MenschlicherBriefkasten
11.11.2024, 17:34:43
§ 720 III S. 1, S. 2: "Die Vertretungsbefugnis der Gesellschafter erstreckt sich auf alle Geschäfte der Gesellschaft. Eine Beschränkung des Umfangs der Vertretungsbefugnis ist Dritten gegenüber unwirksam." - Demzufolge müsste er doch hier mit Vertretungsmacht gehandelt haben. Eine Pizzaschaufel lässt sich doch als Geschäft der Gesellschaft einstufen. Ebenso würde ich den Kauf als Geschäft, welches die Teilnahme der Gesellschaft am Rechtsverkehr gewöhnlich mit sich bringt sehen, § 715 II S. 1 BGB, sodass auch Geschäftsführungsbefugnis gegeben ist. Was übersehe ich hier?
Sebastiano82
13.11.2024, 17:09:30
A hat im vorliegenden Fall gerade nicht mit Vertretungsmacht gehandelt. Im Sachverhalt heißt es, "Weder Geschäftsführung noch Vertretung sind im Gesellschaftsvertrag geregelt". Und wenn nix geregelt ist, greift die gesetzliche Regelung des § 720 I BGB, wonach zur Vertretung der Gesellschaft alle Gesellschafter gemeinsam befugt sind. § 720 I BGB regelt also den Grundsatz der Gesamtvertretung bei der GbR mit der Möglichkeit, vertraglich eine Einzelvertretung zu vereinbaren "es sei den...". Anders zB bei der OHG, wo die Einzelvertretung der gesetzliche Normalfall ist (§ 124 I HGB). In § 720 III BGB ist dagegen der Umfang der Vertretungsmacht geregelt. Die Vertretungsmacht gilt für alle Geschäfte der Gesellschaft und nicht etwa nur für eine bestimmte Art von Geschäften.
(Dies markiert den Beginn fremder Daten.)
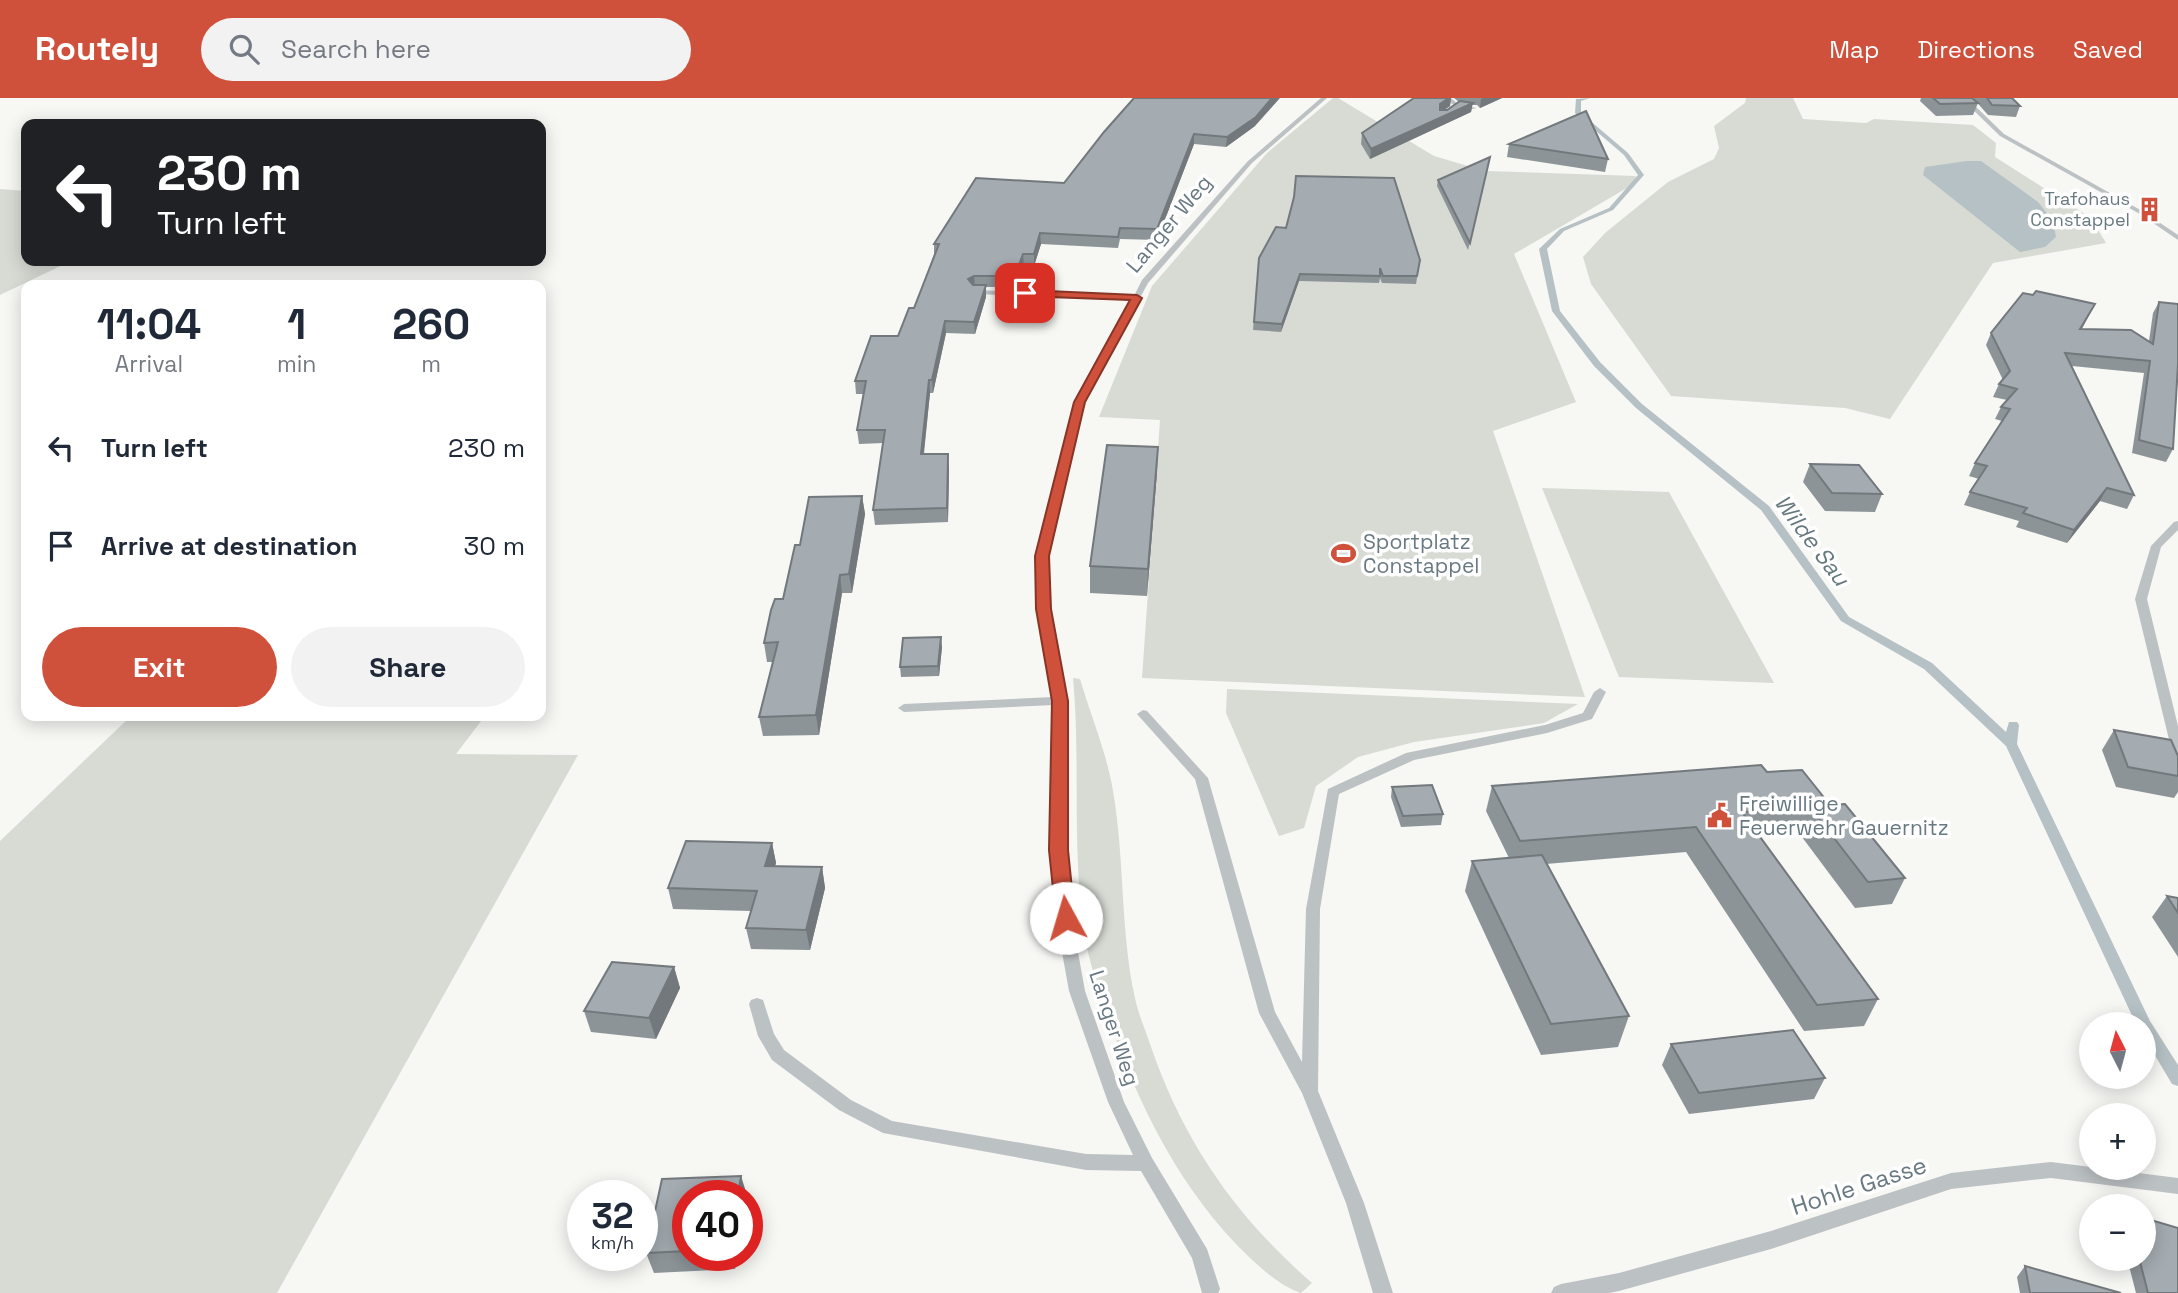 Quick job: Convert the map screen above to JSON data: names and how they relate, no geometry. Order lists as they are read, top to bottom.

Kurz lässt sich vielleicht formulieren, in § 720 I BGB geht es um das "Ob" der Vertretungsmacht, in § 720 III BGB um deren Umfang/Reichweite. Und da bereits gar keine Vertretungsmacht des A vorlag (§ 720 I BGB), musste auch nicht thematisiert werden, ob das konkret abgeschlossene Rechtsgeschäft hiervon gedeckt war (§ 720 III BGB).